Source information:
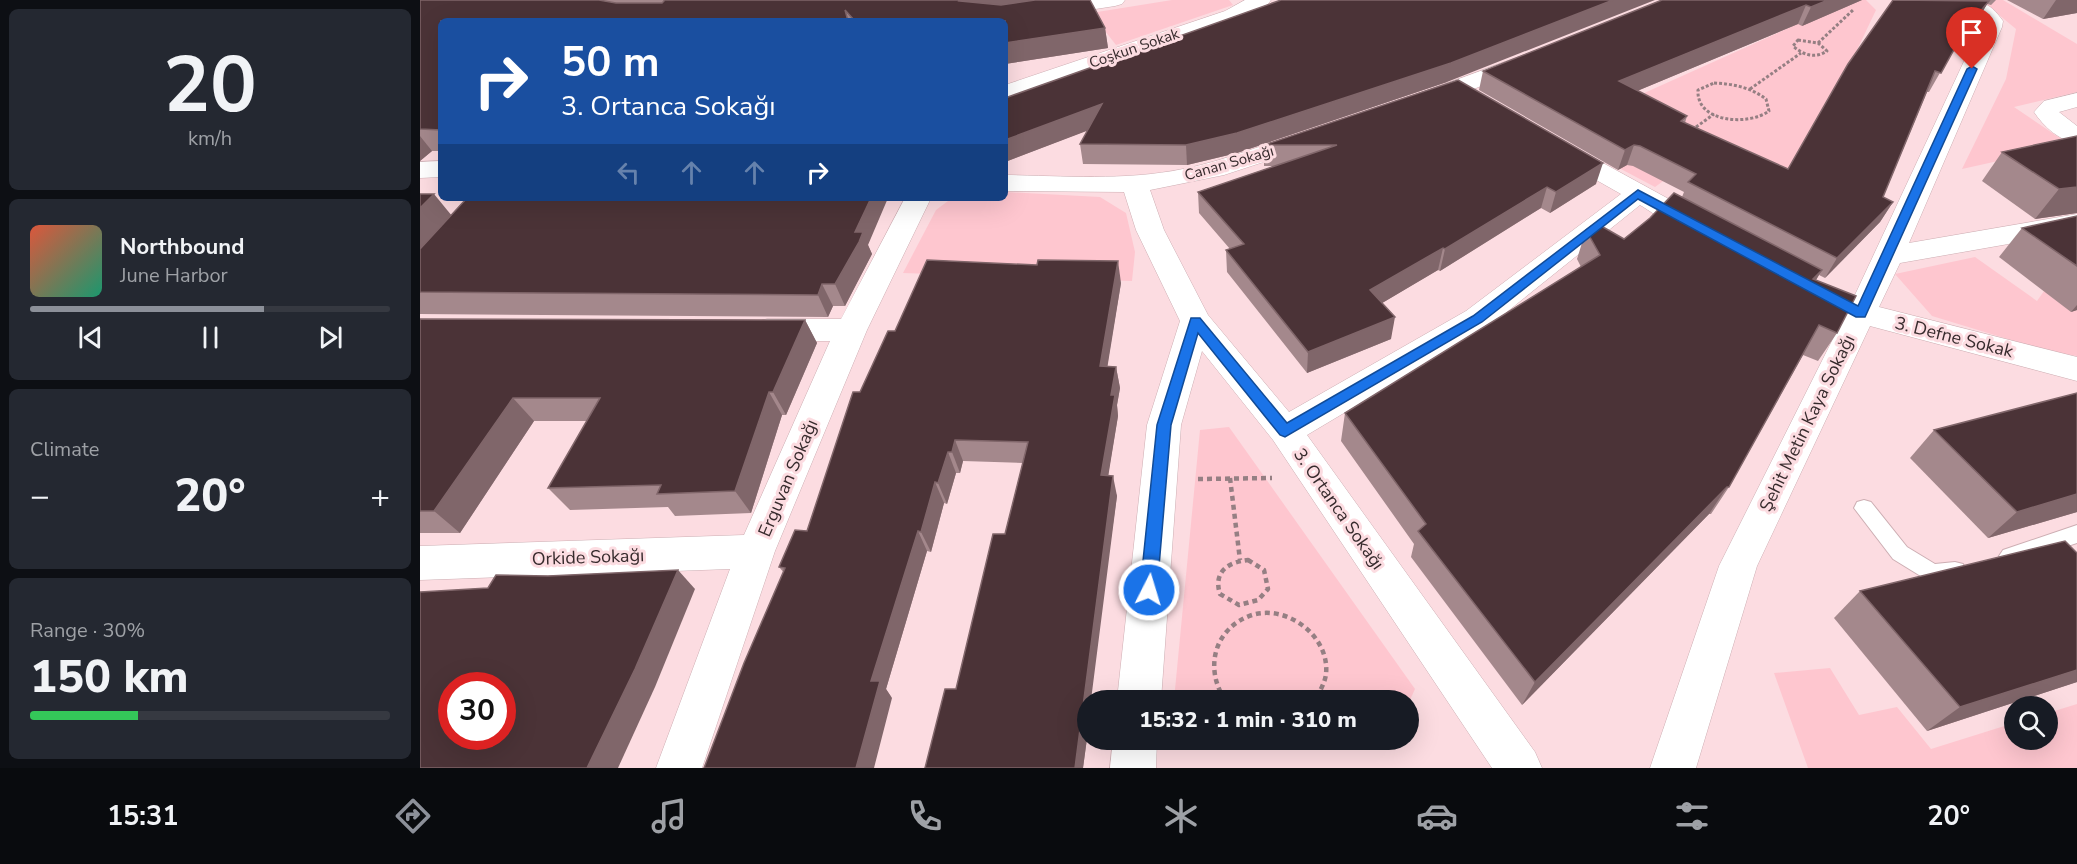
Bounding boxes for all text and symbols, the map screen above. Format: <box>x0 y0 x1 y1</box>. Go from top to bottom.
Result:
pin <box>1946 7 1997 69</box>
icon: arrive <box>1955 16 1988 49</box>
street label: Coşkun Sokak <box>1086 23 1182 73</box>
text: 20 <box>163 32 257 139</box>
text: 50 m <box>561 34 660 91</box>
icon: right <box>462 42 540 120</box>
text: 3. Ortanca Sokağı <box>561 88 776 125</box>
text: km/h <box>188 125 232 152</box>
street label: Canan Sokağı <box>1182 141 1276 185</box>
icon: left <box>612 156 645 189</box>
icon: ahead <box>675 156 708 189</box>
icon: ahead <box>738 156 771 189</box>
icon: right <box>801 156 834 189</box>
text: Northbound <box>120 232 244 262</box>
text: June Harbor <box>120 262 228 289</box>
street label: 3. Defne Sokak <box>1892 311 2017 364</box>
icon: previous <box>74 321 107 354</box>
icon: pause <box>194 321 227 354</box>
icon: next <box>314 321 347 354</box>
street label: Şehit Metin Kaya Sokağı <box>1754 330 1860 516</box>
street label: Erguvan Sokağı <box>752 416 824 540</box>
text: Climate <box>30 436 99 463</box>
street label: 3. Ortanca Sokağı <box>1288 444 1390 574</box>
text: 20° <box>174 466 246 527</box>
text: − <box>30 474 50 519</box>
text: + <box>370 474 390 519</box>
street label: Orkide Sokağı <box>531 543 645 571</box>
position arrow <box>1117 558 1181 622</box>
text: Range · 30% <box>30 617 145 644</box>
text: 150 km <box>30 647 189 708</box>
speed limit sign: 30 <box>438 672 516 750</box>
map controls <box>2004 696 2058 750</box>
button: search <box>2004 696 2058 750</box>
text: 15:32 · 1 min · 310 m <box>1139 705 1357 735</box>
icon: directions <box>392 795 434 837</box>
icon: music <box>648 795 690 837</box>
icon: phone <box>904 795 946 837</box>
icon: climate <box>1160 795 1202 837</box>
icon: car <box>1416 795 1458 837</box>
icon: filters <box>1671 795 1713 837</box>
text: 15:31 <box>107 798 178 835</box>
text: 20° <box>1927 798 1970 835</box>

Problem:
From the first line to the last, set down the records exactly, leaving out images.

Result:
Bounding boxes for all text and symbols, the map screen above. Format: <box>x0 y0 x1 y1</box>. Go from top to bottom.
Result:
pin <box>1946 7 1997 69</box>
icon: arrive <box>1955 16 1988 49</box>
street label: Coşkun Sokak <box>1086 23 1182 73</box>
text: 20 <box>163 32 257 139</box>
text: 50 m <box>561 34 660 91</box>
icon: right <box>462 42 540 120</box>
text: 3. Ortanca Sokağı <box>561 88 776 125</box>
text: km/h <box>188 125 232 152</box>
street label: Canan Sokağı <box>1182 141 1276 185</box>
icon: left <box>612 156 645 189</box>
icon: ahead <box>675 156 708 189</box>
icon: ahead <box>738 156 771 189</box>
icon: right <box>801 156 834 189</box>
text: Northbound <box>120 232 244 262</box>
text: June Harbor <box>120 262 228 289</box>
street label: 3. Defne Sokak <box>1892 311 2017 364</box>
icon: previous <box>74 321 107 354</box>
icon: pause <box>194 321 227 354</box>
icon: next <box>314 321 347 354</box>
street label: Şehit Metin Kaya Sokağı <box>1754 330 1860 516</box>
street label: Erguvan Sokağı <box>752 416 824 540</box>
text: Climate <box>30 436 99 463</box>
street label: 3. Ortanca Sokağı <box>1288 444 1390 574</box>
text: 20° <box>174 466 246 527</box>
text: − <box>30 474 50 519</box>
text: + <box>370 474 390 519</box>
street label: Orkide Sokağı <box>531 543 645 571</box>
position arrow <box>1117 558 1181 622</box>
text: Range · 30% <box>30 617 145 644</box>
text: 150 km <box>30 647 189 708</box>
speed limit sign: 30 <box>438 672 516 750</box>
map controls <box>2004 696 2058 750</box>
button: search <box>2004 696 2058 750</box>
text: 15:32 · 1 min · 310 m <box>1139 705 1357 735</box>
icon: directions <box>392 795 434 837</box>
icon: music <box>648 795 690 837</box>
icon: phone <box>904 795 946 837</box>
icon: climate <box>1160 795 1202 837</box>
icon: car <box>1416 795 1458 837</box>
icon: filters <box>1671 795 1713 837</box>
text: 15:31 <box>107 798 178 835</box>
text: 20° <box>1927 798 1970 835</box>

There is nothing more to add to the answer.